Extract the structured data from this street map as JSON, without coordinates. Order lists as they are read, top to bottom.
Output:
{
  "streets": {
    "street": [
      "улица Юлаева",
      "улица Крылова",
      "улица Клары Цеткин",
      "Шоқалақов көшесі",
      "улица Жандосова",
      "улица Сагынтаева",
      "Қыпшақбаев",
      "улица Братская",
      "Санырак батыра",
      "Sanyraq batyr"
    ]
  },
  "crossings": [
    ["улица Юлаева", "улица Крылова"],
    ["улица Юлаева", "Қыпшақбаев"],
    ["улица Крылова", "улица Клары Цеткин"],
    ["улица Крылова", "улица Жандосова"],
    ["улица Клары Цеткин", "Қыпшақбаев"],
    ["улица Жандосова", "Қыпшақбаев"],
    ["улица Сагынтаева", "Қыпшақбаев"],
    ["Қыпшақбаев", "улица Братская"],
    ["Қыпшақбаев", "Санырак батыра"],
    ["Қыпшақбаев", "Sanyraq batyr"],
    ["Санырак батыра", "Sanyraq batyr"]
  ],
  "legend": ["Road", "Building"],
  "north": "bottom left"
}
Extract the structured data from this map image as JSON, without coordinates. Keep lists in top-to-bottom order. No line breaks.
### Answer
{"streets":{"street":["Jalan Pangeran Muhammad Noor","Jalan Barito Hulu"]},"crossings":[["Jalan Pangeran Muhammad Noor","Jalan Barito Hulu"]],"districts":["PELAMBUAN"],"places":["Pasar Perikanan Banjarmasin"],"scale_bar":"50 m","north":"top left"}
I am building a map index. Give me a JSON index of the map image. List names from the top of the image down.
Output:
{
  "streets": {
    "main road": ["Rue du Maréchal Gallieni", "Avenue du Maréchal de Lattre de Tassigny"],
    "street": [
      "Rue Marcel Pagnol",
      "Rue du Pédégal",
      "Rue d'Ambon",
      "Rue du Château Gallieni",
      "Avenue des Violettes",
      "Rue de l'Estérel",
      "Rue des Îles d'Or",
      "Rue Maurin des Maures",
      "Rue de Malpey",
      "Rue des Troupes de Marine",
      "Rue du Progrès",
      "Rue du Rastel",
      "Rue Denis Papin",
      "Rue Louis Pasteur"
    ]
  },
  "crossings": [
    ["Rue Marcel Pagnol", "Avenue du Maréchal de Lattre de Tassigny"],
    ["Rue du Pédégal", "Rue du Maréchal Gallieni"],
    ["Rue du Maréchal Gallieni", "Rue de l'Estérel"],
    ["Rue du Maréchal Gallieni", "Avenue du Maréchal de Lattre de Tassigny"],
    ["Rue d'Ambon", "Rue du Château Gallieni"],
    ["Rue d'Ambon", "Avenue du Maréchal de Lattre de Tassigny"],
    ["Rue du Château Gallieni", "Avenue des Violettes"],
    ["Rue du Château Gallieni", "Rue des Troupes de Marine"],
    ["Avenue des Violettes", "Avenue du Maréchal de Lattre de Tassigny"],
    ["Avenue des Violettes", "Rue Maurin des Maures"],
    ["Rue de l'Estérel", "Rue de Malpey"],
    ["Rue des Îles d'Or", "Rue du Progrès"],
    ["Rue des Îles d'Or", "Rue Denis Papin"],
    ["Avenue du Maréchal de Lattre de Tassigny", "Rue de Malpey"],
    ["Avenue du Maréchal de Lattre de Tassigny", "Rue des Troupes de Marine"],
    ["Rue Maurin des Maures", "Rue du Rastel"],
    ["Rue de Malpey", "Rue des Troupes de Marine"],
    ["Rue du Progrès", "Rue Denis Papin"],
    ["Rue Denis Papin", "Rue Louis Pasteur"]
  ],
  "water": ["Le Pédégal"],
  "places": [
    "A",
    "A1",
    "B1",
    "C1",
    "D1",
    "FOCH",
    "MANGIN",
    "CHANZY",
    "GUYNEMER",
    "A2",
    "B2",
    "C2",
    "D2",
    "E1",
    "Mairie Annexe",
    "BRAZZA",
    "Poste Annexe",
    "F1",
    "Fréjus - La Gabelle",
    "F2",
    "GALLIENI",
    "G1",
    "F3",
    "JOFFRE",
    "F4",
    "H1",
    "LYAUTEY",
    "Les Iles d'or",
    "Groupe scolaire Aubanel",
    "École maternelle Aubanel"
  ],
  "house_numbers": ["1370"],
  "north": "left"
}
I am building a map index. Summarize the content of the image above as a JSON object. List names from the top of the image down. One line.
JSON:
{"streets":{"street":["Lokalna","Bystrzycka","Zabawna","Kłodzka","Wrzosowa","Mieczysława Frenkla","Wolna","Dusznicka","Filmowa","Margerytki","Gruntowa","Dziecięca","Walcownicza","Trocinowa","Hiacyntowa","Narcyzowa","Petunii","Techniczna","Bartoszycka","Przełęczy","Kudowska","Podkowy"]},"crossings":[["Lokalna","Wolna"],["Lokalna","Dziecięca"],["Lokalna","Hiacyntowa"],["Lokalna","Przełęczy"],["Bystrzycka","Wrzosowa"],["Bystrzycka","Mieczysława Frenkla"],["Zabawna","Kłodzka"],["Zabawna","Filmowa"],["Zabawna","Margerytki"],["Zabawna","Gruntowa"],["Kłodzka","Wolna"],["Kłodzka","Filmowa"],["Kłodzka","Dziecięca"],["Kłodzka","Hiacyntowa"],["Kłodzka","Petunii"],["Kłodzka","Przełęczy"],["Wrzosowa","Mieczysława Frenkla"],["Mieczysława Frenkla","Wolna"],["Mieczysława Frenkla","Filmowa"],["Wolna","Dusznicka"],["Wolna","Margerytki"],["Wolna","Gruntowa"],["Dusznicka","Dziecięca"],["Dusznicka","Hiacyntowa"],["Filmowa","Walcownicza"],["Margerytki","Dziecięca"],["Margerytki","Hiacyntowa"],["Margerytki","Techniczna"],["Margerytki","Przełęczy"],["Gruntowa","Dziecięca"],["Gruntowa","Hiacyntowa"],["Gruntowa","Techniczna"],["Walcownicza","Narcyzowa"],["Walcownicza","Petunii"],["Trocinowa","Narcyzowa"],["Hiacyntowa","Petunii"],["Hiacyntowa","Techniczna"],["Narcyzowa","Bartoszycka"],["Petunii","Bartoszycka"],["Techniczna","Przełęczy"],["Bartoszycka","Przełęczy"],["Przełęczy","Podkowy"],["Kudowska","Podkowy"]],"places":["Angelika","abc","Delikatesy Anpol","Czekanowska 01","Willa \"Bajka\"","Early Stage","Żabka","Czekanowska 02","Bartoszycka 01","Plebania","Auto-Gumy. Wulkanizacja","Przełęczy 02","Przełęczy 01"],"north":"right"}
____________________
Exactly as shown, repeat every record.

_Completed task_.
Extract the structured data from this street map as JSON, without coordinates. Order lists as they are read, top to bottom.
Output:
{
  "streets": {
    "street": [
      "улица Юлаева",
      "улица Крылова",
      "улица Клары Цеткин",
      "Шоқалақов көшесі",
      "улица Жандосова",
      "улица Сагынтаева",
      "Қыпшақбаев",
      "улица Братская",
      "Санырак батыра",
      "Sanyraq batyr"
    ]
  },
  "crossings": [
    ["улица Юлаева", "улица Крылова"],
    ["улица Юлаева", "Қыпшақбаев"],
    ["улица Крылова", "улица Клары Цеткин"],
    ["улица Крылова", "улица Жандосова"],
    ["улица Клары Цеткин", "Қыпшақбаев"],
    ["улица Жандосова", "Қыпшақбаев"],
    ["улица Сагынтаева", "Қыпшақбаев"],
    ["Қыпшақбаев", "улица Братская"],
    ["Қыпшақбаев", "Санырак батыра"],
    ["Қыпшақбаев", "Sanyraq batyr"],
    ["Санырак батыра", "Sanyraq batyr"]
  ],
  "legend": ["Road", "Building"],
  "north": "bottom left"
}
Extract the structured data from this map image as JSON, without coordinates. Keep lists in top-to-bottom order. No line breaks.
### Answer
{"streets":{"street":["Jalan Pangeran Muhammad Noor","Jalan Barito Hulu"]},"crossings":[["Jalan Pangeran Muhammad Noor","Jalan Barito Hulu"]],"districts":["PELAMBUAN"],"places":["Pasar Perikanan Banjarmasin"],"scale_bar":"50 m","north":"top left"}
I am building a map index. Give me a JSON index of the map image. List names from the top of the image down.
Output:
{
  "streets": {
    "main road": ["Rue du Maréchal Gallieni", "Avenue du Maréchal de Lattre de Tassigny"],
    "street": [
      "Rue Marcel Pagnol",
      "Rue du Pédégal",
      "Rue d'Ambon",
      "Rue du Château Gallieni",
      "Avenue des Violettes",
      "Rue de l'Estérel",
      "Rue des Îles d'Or",
      "Rue Maurin des Maures",
      "Rue de Malpey",
      "Rue des Troupes de Marine",
      "Rue du Progrès",
      "Rue du Rastel",
      "Rue Denis Papin",
      "Rue Louis Pasteur"
    ]
  },
  "crossings": [
    ["Rue Marcel Pagnol", "Avenue du Maréchal de Lattre de Tassigny"],
    ["Rue du Pédégal", "Rue du Maréchal Gallieni"],
    ["Rue du Maréchal Gallieni", "Rue de l'Estérel"],
    ["Rue du Maréchal Gallieni", "Avenue du Maréchal de Lattre de Tassigny"],
    ["Rue d'Ambon", "Rue du Château Gallieni"],
    ["Rue d'Ambon", "Avenue du Maréchal de Lattre de Tassigny"],
    ["Rue du Château Gallieni", "Avenue des Violettes"],
    ["Rue du Château Gallieni", "Rue des Troupes de Marine"],
    ["Avenue des Violettes", "Avenue du Maréchal de Lattre de Tassigny"],
    ["Avenue des Violettes", "Rue Maurin des Maures"],
    ["Rue de l'Estérel", "Rue de Malpey"],
    ["Rue des Îles d'Or", "Rue du Progrès"],
    ["Rue des Îles d'Or", "Rue Denis Papin"],
    ["Avenue du Maréchal de Lattre de Tassigny", "Rue de Malpey"],
    ["Avenue du Maréchal de Lattre de Tassigny", "Rue des Troupes de Marine"],
    ["Rue Maurin des Maures", "Rue du Rastel"],
    ["Rue de Malpey", "Rue des Troupes de Marine"],
    ["Rue du Progrès", "Rue Denis Papin"],
    ["Rue Denis Papin", "Rue Louis Pasteur"]
  ],
  "water": ["Le Pédégal"],
  "places": [
    "A",
    "A1",
    "B1",
    "C1",
    "D1",
    "FOCH",
    "MANGIN",
    "CHANZY",
    "GUYNEMER",
    "A2",
    "B2",
    "C2",
    "D2",
    "E1",
    "Mairie Annexe",
    "BRAZZA",
    "Poste Annexe",
    "F1",
    "Fréjus - La Gabelle",
    "F2",
    "GALLIENI",
    "G1",
    "F3",
    "JOFFRE",
    "F4",
    "H1",
    "LYAUTEY",
    "Les Iles d'or",
    "Groupe scolaire Aubanel",
    "École maternelle Aubanel"
  ],
  "house_numbers": ["1370"],
  "north": "left"
}
I am building a map index. Summarize the content of the image above as a JSON object. List names from the top of the image down. One line.
JSON:
{"streets":{"street":["Lokalna","Bystrzycka","Zabawna","Kłodzka","Wrzosowa","Mieczysława Frenkla","Wolna","Dusznicka","Filmowa","Margerytki","Gruntowa","Dziecięca","Walcownicza","Trocinowa","Hiacyntowa","Narcyzowa","Petunii","Techniczna","Bartoszycka","Przełęczy","Kudowska","Podkowy"]},"crossings":[["Lokalna","Wolna"],["Lokalna","Dziecięca"],["Lokalna","Hiacyntowa"],["Lokalna","Przełęczy"],["Bystrzycka","Wrzosowa"],["Bystrzycka","Mieczysława Frenkla"],["Zabawna","Kłodzka"],["Zabawna","Filmowa"],["Zabawna","Margerytki"],["Zabawna","Gruntowa"],["Kłodzka","Wolna"],["Kłodzka","Filmowa"],["Kłodzka","Dziecięca"],["Kłodzka","Hiacyntowa"],["Kłodzka","Petunii"],["Kłodzka","Przełęczy"],["Wrzosowa","Mieczysława Frenkla"],["Mieczysława Frenkla","Wolna"],["Mieczysława Frenkla","Filmowa"],["Wolna","Dusznicka"],["Wolna","Margerytki"],["Wolna","Gruntowa"],["Dusznicka","Dziecięca"],["Dusznicka","Hiacyntowa"],["Filmowa","Walcownicza"],["Margerytki","Dziecięca"],["Margerytki","Hiacyntowa"],["Margerytki","Techniczna"],["Margerytki","Przełęczy"],["Gruntowa","Dziecięca"],["Gruntowa","Hiacyntowa"],["Gruntowa","Techniczna"],["Walcownicza","Narcyzowa"],["Walcownicza","Petunii"],["Trocinowa","Narcyzowa"],["Hiacyntowa","Petunii"],["Hiacyntowa","Techniczna"],["Narcyzowa","Bartoszycka"],["Petunii","Bartoszycka"],["Techniczna","Przełęczy"],["Bartoszycka","Przełęczy"],["Przełęczy","Podkowy"],["Kudowska","Podkowy"]],"places":["Angelika","abc","Delikatesy Anpol","Czekanowska 01","Willa \"Bajka\"","Early Stage","Żabka","Czekanowska 02","Bartoszycka 01","Plebania","Auto-Gumy. Wulkanizacja","Przełęczy 02","Przełęczy 01"],"north":"right"}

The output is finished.